Pan Britannica Industries Ltd
- Industry: Chemical
- Founded: Tennant Group of Companies
- Fate: Acquired
- Headquarters: Waltham Abbey, United Kingdom
- Key people: Dr David Gerald Hessayon
- Products: Kylage, Baby Bio, Slug Pellets
- Website: PBI Home & Garden Ltd

= Pan Britannica Industries =

Pan Britannica Industries Ltd (PBI) was a household and agrochemical formulation company incorporated in 1932 and based at Britannica House, Sewardstone Road, Waltham Abbey and with a distribution presence in Wisbech in Cambridgeshire. PBI was, in common with many other UK household names, both a manufacturer and marketing organisation for both agricultural and horticultural products.

PBI produced many agro-chemical formulations for farmers, however it was perhaps best known for its product Baby Bio, a liquid plant food that came in a small perfume-shaped bottle. PBI was also the original publisher of the 'Expert' range of gardening books, starting with Be Your Own Gardening Expert written in 1958 by Dr D.G. Hessayon, who later became the company's chairman.

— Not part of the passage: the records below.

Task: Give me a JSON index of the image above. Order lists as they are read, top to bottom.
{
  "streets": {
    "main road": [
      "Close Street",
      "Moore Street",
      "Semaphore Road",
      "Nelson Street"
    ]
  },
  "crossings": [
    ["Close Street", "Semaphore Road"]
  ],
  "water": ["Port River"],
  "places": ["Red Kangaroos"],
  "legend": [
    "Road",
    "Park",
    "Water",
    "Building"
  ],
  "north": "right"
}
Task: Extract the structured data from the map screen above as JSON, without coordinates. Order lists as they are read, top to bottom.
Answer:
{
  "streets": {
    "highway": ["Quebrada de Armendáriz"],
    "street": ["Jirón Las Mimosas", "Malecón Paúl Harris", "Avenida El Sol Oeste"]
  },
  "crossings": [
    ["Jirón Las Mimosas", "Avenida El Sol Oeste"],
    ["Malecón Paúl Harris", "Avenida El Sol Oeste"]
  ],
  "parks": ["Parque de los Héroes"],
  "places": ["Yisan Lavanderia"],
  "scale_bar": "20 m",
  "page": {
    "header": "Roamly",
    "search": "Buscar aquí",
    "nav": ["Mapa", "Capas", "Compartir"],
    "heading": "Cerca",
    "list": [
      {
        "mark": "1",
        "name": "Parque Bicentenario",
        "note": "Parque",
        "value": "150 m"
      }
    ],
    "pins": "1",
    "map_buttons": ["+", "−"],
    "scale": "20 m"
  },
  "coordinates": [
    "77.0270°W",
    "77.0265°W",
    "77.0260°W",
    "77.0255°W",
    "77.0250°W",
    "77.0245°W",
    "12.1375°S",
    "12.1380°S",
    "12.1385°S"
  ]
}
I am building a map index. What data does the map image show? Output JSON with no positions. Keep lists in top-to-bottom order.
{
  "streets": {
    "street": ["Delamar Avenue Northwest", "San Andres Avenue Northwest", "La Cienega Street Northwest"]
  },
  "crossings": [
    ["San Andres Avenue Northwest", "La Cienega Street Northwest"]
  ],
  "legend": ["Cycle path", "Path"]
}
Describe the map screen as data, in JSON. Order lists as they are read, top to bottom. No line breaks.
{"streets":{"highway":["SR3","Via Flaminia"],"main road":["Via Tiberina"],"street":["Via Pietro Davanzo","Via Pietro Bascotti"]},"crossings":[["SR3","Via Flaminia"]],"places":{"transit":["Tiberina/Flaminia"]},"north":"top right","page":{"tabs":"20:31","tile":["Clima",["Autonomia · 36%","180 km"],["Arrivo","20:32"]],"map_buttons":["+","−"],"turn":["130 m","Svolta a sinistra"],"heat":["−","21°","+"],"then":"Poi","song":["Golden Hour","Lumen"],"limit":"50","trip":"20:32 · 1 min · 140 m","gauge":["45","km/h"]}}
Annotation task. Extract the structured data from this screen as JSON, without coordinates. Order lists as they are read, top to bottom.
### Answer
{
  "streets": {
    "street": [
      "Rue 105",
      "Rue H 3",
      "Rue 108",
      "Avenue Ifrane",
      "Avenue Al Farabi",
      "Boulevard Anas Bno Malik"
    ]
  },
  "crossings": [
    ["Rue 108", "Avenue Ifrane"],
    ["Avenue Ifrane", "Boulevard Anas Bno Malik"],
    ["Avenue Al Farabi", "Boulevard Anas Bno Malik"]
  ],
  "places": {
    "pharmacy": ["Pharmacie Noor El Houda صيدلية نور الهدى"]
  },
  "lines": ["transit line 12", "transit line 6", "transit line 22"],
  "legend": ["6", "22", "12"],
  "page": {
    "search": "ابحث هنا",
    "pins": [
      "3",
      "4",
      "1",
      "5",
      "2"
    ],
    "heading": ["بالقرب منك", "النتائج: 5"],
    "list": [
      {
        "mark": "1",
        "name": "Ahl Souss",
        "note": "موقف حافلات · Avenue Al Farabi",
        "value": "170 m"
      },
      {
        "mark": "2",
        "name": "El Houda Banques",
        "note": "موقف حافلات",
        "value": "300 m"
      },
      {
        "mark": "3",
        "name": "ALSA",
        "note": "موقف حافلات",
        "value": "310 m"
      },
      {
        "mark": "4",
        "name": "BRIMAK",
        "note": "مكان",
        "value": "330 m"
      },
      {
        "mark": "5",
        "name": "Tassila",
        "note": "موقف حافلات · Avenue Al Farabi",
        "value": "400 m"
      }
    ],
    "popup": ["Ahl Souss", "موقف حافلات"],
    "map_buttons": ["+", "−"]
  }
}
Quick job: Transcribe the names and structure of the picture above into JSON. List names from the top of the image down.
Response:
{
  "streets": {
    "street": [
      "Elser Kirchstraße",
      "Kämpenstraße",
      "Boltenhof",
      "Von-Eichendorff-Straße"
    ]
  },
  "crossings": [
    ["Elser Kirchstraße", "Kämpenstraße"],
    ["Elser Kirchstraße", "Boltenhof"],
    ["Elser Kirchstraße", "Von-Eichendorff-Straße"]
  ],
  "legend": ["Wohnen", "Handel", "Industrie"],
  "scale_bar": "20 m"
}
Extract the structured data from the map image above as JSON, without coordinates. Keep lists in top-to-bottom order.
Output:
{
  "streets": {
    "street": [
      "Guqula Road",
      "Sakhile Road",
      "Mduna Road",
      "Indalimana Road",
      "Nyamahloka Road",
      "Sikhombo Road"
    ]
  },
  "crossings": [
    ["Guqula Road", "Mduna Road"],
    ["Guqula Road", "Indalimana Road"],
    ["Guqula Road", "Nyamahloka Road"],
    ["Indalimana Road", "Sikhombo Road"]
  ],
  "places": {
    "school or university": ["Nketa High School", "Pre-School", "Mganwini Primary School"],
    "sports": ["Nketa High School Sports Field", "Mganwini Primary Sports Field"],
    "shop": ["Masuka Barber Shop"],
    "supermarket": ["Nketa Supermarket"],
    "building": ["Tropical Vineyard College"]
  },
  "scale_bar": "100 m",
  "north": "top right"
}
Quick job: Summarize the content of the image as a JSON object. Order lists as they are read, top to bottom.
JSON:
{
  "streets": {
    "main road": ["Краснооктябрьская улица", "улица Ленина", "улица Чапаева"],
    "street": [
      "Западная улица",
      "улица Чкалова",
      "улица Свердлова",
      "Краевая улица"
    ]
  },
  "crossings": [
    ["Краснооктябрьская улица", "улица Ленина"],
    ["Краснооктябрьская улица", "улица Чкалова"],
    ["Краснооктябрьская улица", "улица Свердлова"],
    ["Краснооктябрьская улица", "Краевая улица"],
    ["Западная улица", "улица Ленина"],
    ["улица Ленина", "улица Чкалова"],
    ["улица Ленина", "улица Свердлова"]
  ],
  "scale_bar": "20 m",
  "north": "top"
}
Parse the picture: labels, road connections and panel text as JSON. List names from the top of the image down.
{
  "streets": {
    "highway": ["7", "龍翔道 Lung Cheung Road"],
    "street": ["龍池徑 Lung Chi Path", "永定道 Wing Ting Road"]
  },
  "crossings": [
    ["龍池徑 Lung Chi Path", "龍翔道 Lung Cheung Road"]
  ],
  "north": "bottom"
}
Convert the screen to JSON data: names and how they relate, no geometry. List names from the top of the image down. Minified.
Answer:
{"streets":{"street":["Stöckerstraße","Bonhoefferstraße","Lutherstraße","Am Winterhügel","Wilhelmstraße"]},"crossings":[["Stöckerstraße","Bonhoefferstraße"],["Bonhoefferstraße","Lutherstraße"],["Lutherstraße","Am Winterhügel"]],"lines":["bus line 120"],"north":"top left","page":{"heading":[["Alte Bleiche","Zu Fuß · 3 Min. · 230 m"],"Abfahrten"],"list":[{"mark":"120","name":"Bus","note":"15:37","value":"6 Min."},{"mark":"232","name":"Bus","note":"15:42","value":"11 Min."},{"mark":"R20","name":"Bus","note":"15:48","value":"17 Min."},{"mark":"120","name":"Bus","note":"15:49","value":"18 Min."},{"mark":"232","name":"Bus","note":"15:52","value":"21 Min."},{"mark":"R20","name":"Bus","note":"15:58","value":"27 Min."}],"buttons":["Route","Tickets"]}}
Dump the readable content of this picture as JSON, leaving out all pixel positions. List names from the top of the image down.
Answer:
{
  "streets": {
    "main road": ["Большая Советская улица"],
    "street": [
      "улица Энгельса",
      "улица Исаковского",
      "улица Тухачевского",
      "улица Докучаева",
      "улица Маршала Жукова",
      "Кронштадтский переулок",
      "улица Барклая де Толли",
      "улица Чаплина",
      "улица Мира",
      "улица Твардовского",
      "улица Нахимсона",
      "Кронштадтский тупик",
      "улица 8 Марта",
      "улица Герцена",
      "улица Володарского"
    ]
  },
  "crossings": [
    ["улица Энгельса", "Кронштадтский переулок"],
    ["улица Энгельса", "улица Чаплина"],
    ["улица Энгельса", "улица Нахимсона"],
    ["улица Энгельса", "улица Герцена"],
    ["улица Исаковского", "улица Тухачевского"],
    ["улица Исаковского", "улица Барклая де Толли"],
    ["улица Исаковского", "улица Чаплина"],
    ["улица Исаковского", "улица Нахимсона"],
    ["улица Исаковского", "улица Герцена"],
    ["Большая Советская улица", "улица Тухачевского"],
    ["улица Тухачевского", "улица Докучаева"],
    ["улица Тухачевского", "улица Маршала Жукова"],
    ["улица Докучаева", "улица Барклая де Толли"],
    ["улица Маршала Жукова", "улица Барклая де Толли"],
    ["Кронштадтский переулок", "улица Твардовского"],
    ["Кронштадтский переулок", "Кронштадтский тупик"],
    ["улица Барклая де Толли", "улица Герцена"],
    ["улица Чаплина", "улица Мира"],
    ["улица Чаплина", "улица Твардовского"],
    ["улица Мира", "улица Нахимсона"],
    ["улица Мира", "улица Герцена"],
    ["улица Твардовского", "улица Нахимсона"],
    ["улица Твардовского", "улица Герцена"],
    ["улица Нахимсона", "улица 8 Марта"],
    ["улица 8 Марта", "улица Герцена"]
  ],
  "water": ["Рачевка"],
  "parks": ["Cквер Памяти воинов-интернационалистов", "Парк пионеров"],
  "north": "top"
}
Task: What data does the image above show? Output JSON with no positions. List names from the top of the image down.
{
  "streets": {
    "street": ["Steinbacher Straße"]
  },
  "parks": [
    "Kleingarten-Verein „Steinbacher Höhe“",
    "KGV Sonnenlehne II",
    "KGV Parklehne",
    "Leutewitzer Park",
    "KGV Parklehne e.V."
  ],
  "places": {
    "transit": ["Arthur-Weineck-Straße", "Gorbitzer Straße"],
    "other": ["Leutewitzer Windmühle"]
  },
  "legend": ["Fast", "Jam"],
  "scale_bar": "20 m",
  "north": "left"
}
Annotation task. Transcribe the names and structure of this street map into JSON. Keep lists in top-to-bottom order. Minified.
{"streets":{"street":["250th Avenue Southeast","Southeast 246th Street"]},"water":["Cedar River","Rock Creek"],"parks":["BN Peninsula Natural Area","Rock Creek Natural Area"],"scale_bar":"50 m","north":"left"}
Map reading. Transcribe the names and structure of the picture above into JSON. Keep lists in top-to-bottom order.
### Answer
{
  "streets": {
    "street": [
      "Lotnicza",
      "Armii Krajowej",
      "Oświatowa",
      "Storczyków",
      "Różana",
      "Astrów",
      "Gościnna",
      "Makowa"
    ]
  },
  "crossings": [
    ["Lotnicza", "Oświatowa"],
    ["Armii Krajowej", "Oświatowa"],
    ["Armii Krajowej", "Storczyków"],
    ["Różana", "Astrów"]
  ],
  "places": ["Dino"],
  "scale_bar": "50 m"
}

The company was sold to Sumitomo Corporation on 28 September 1990, and rebranded as PBI Home & Garden in 1998. In March 1999 the company was acquired by global conglomerate Bayer. The building on the former PBI (Pan Britannica Industries) site in Sewardstone Road, Waltham Abbey, burned down in the early hours of Thursday, June 28, 2001.The company has ceased production at Waltham Abbey, the works have been demolished and the site redeveloped for a Tesco supermarket which opened on Thursday 7th July, 2005. The rebranded company, PBI Home and Garden, was dissolved in 2015.

== Cancer allegations ==

The company's formulation plant in Waltham Abbey was alleged to be at the centre and therefore the cause of a cancer hotspot. This was highlighted by Storyline, an investigative television programme by Carlton Television, in early 1993. Reports of an unusual occurrence of cancer around the plant and subsequent legal action taken by the residents were the basis for this programme.